-------- Available data
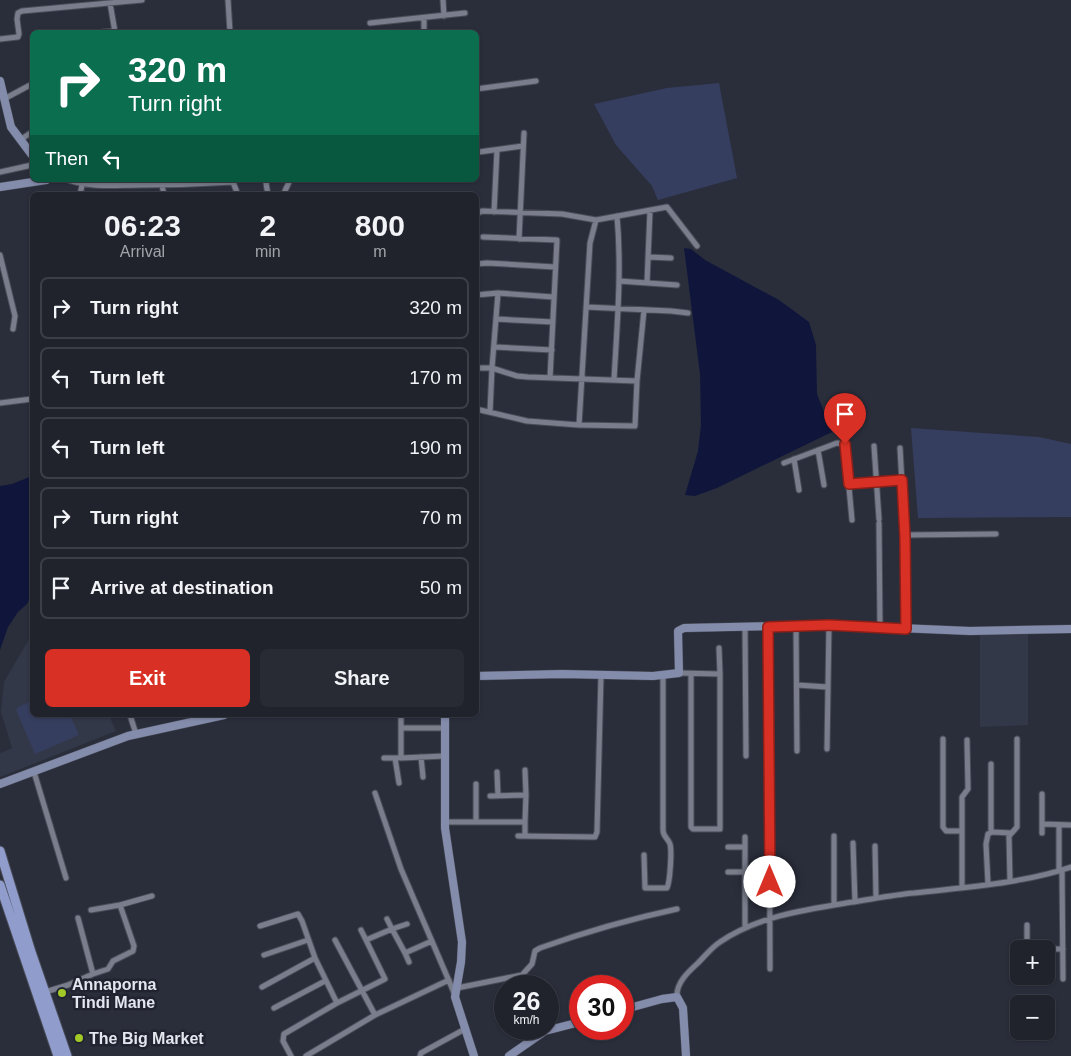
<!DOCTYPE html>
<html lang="en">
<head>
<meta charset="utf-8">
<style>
  :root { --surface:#20222c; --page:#282a34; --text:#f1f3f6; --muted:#a2a4a9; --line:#3d3f48; --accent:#d93025 }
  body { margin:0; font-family:Helvetica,sans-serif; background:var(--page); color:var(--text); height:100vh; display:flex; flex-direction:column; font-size:19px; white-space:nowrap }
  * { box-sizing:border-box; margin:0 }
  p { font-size:16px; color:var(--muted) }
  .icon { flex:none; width:28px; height:28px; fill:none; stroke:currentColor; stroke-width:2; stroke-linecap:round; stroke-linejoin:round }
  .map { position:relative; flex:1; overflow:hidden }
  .details { position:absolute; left:30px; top:192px; width:449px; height:525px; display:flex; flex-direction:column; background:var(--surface); border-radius:8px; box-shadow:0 1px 4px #0004,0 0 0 1px var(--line) }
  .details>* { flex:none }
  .guide { position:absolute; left:30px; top:30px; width:449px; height:152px; border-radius:8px; box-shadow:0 1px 4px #0004,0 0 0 1px var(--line); background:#0b6e4f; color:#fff; overflow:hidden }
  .buttons { position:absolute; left:1010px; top:940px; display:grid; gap:10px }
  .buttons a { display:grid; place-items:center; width:45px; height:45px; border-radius:8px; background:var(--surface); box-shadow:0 1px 4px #0004,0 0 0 1px var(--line); font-size:25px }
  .speed { position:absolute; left:494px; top:975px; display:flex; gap:10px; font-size:25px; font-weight:700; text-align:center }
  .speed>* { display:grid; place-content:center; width:65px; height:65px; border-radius:50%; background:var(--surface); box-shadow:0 1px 4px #0004,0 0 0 1px var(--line); line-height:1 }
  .speed small { font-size:12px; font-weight:400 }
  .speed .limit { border:8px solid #d22; background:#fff; color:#111 }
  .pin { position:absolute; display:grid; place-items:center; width:42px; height:42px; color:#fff; margin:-51px -21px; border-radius:50% 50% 50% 0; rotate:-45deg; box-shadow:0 0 5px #0007 }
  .pin .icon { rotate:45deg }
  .me { position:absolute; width:55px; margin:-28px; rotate:0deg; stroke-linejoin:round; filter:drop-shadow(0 0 4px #0008) }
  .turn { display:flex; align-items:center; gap:18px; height:105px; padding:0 15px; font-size:22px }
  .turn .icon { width:65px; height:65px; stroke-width:2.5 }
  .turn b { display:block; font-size:35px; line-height:42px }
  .then { display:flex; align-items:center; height:48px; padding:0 15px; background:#0003; gap:10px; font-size:19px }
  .eta { display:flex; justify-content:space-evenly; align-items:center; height:85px; text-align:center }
  .eta b { font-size:30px; font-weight:800; line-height:35px }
  .button { display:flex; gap:10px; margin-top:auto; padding:10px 15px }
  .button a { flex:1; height:58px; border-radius:8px; background:var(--accent); color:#fff; font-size:20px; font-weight:800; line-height:58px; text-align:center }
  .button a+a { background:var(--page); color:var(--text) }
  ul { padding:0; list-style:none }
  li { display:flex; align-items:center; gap:15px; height:62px; margin:0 10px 8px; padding:0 5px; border:2px solid var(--line); border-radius:8px }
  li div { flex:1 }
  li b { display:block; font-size:19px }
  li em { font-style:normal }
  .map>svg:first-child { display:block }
</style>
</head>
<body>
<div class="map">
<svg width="1071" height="1056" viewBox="0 0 1071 1056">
  <rect width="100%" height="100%" fill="#2a2e3b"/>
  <!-- built -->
  <path fill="#333849" d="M32,634v81h77l7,16 -116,46v-24l12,-5 -11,-36 3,-30z
    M1028,634v91l-48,2v-92z"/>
  <!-- green -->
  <path fill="#363e5f" d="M719,83l18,95 -79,22 -6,-14 -36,-41 -22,-41 73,-16z
    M911,428l128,9 32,7v73l-153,1z
    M32,701v14h38l9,20 -44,19 -19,-44 2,-3z"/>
  <!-- water -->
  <path fill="#10163b" d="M684,248l7,1 14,11 74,40 30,22 7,23 1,49 15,38 -115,56 -22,8 -10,-1 13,-44 3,-26 -1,-51z
    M32,476v118l-5,10 -9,8 -10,15 -8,23v-164l12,-2z"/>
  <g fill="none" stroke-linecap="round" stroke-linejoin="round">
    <!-- street casing -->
    <g stroke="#494c57" stroke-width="7">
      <path id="street" d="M228,0l2,32
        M443,0l1,16
        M110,3l5,29
        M424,18v14
        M370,23l95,-10
        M103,32l11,-1
        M0,39l18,-2 1,-3 -2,-15 1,-6 4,-2 120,-11
        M476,89l60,-8
        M4,99l28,-15
        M20,140l12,-8
        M479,152l44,-6
        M0,172l32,-7
        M68,180c23,8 49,5 73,5 31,0 61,-1 92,-3l5,13
        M268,180l-2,3 2,12
        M162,185l2,10
        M80,195l2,-10
        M280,195l4,-2 6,-13
        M494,212l3,-62
        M476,214l6,-3 80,3 34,6 71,-13 30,39
        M483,237l74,3 -7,138
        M519,239l5,-106
        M0,255l15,61 -2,13
        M649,257l22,1
        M476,264l11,-1 68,4
        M619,281l58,4
        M647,283l3,-72
        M476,295l22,-2
        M586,307l85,4 17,2
        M496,319l57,3
        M494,347l58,3
        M476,368h16l6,-75 55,4
        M614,380c3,-55 8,-109 3,-164
        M0,403l32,-4
        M476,409l51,12 52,4 11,-182 6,-23
        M490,412l2,-44 25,8 11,1 109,4
        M579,425l56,1 2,-45 7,-71
        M874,446l5,73
        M900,448l5,89 1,92
        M818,450l6,35
        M794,459l5,31
        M784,463l53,-20 8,1 7,76
        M849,484l53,-4
        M879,523l1,105
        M905,535l91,-1
        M796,626l1,125
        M745,627l1,129
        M769,627l1,342
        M719,648l1,26
        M679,673l41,1v155h-27l-2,-2v-153
        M797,685l30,2
        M130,715l6,19
        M401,715v43l44,-2
        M401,728h44
        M943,739v88l3,4h16
        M827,749l2,-124
        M421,757l2,20
        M384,758h14
        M395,758l4,25
        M991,764v65l1,3 19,1
        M525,770l1,25
        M34,772l32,106
        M497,772l1,24
        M476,784v38
        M375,793l26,76 54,126
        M1042,794v39
        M445,822h80l1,-27 -36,1
        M1043,824l28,1
        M1059,825v46
        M518,836l77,1 2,-5 4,-157
        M525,836v-14
        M834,836v69
        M745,837v90
        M853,843l2,59
        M875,846l1,52
        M728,847h17
        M644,855l1,33h22c3,-6 5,-37 3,-44 -2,-6 -7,-7 -7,-14v-155
        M1062,870l1,109
        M728,872h17
        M1010,881l-1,-45 8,-9v-88
        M988,884l-2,-40 2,-10 4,-2
        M962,888v-91l6,-8 -1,-49
        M91,910l29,-5 32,-9
        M407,924l-15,5 13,24 27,-12
        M1027,925v24
        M260,926l38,-12 4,7 13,37 22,45 48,-24 -19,-39 26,-11 -5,-10
        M361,930l5,10
        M335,940l40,75
        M1046,949h17
        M405,953l4,9
        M264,955l44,-15
        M93,974l15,-5 5,-8 20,-10 1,-5 -14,-41
        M262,987l53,-29
        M457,988l65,-13 10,-11 3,-13 5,-3c45,-16 90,-29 137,-39
        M45,992l23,-7 25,-11 -15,-56
        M677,997c-1,-14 11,-25 21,-34 7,-7 14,-16 22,-21 37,-25 82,-32 126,-39 22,-3 45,-8 68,-10 52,-6 106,-9 157,-26
        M274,1008l51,-27
        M291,1056l-8,-15 1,-7 53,-31
        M306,1056l69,-41 74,-35
        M420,1056l1,-3 44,-24"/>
    </g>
    <!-- secondary casing -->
    <g stroke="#494c57" stroke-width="9">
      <path id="secondary" d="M0,81l11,46 21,28
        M0,187l46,-7
        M476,676l86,-2 91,2 26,-3 -1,-42 6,-3 145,-3 141,6 101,-2
        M445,715v113l17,114 -1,20 -6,35 19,59
        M0,784l128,-48 96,-21
        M622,1010l40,-11 15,-2 6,11 3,48
        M509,1056l36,-25 35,-9"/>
    </g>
    <!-- primary casing -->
    <g stroke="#494c57" stroke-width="11">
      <path id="primary" d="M0,851l31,101 36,104
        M0,885l58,171"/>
    </g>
    <!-- street -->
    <use href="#street" stroke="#797d8c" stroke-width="5"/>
    <!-- secondary -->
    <use href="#secondary" stroke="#848cac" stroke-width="8"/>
    <!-- primary -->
    <use href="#primary" stroke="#8f9ccc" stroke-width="9"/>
  </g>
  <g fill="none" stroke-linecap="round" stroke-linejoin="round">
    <!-- route casing -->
    <g stroke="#8d1f18" stroke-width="12">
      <path id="route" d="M770,882l-2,-255 61,-2 77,4 -1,-92 -3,-57 -53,4 -4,-40"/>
    </g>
    <!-- route -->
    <use href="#route" stroke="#d93025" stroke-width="9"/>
  </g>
  <!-- markers -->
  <g fill="#a2c927" stroke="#212430" stroke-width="2">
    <circle cx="62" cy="993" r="5"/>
    <circle cx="79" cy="1038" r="5"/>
  </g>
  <g text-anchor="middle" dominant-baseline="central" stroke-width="5" stroke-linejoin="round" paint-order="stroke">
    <!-- poi labels -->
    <g font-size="16" font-weight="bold" fill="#e4e7ef" stroke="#212430" text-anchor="start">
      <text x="72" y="984">Annaporna<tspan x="72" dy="18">Tindi Mane</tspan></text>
      <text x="89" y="1038">The Big Market</text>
    </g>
  </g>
</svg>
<div class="buttons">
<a>+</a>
<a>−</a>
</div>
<div class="speed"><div>26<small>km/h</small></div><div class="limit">30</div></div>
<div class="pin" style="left:845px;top:444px;background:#d93025"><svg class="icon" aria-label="arrive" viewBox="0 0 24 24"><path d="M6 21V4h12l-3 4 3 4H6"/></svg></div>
<svg class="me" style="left:770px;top:882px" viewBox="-20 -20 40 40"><circle r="19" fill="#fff"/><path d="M0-13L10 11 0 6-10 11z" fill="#d93025"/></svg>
<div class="guide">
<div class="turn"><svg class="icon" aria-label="right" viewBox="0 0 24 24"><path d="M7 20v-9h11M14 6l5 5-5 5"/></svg><div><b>320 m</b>Turn right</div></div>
<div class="then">Then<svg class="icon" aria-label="left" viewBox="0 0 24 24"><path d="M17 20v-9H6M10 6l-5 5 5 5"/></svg></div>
</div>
<section class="details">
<div class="eta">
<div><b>06:23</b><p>Arrival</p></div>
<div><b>2</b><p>min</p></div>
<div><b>800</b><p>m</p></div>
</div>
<ul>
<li><svg class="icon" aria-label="right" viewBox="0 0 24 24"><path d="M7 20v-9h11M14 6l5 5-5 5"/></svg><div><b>Turn right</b></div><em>320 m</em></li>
<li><svg class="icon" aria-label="left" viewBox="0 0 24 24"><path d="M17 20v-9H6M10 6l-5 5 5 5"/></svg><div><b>Turn left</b></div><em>170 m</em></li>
<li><svg class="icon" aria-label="left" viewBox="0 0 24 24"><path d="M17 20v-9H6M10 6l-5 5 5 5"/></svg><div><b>Turn left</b></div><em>190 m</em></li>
<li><svg class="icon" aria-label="right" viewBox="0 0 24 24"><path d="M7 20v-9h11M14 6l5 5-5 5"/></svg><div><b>Turn right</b></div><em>70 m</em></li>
<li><svg class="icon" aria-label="arrive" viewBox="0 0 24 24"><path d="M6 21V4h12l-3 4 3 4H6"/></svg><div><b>Arrive at destination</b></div><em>50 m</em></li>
</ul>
<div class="button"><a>Exit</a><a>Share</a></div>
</section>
</div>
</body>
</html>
----------------
• [What is being asked]: Wherever a line of the records above contains the string "limit", copy that line out.

• [Exercise answer]:
  .speed .limit { border:8px solid #d22; background:#fff; color:#111 }
<div class="speed"><div>26<small>km/h</small></div><div class="limit">30</div></div>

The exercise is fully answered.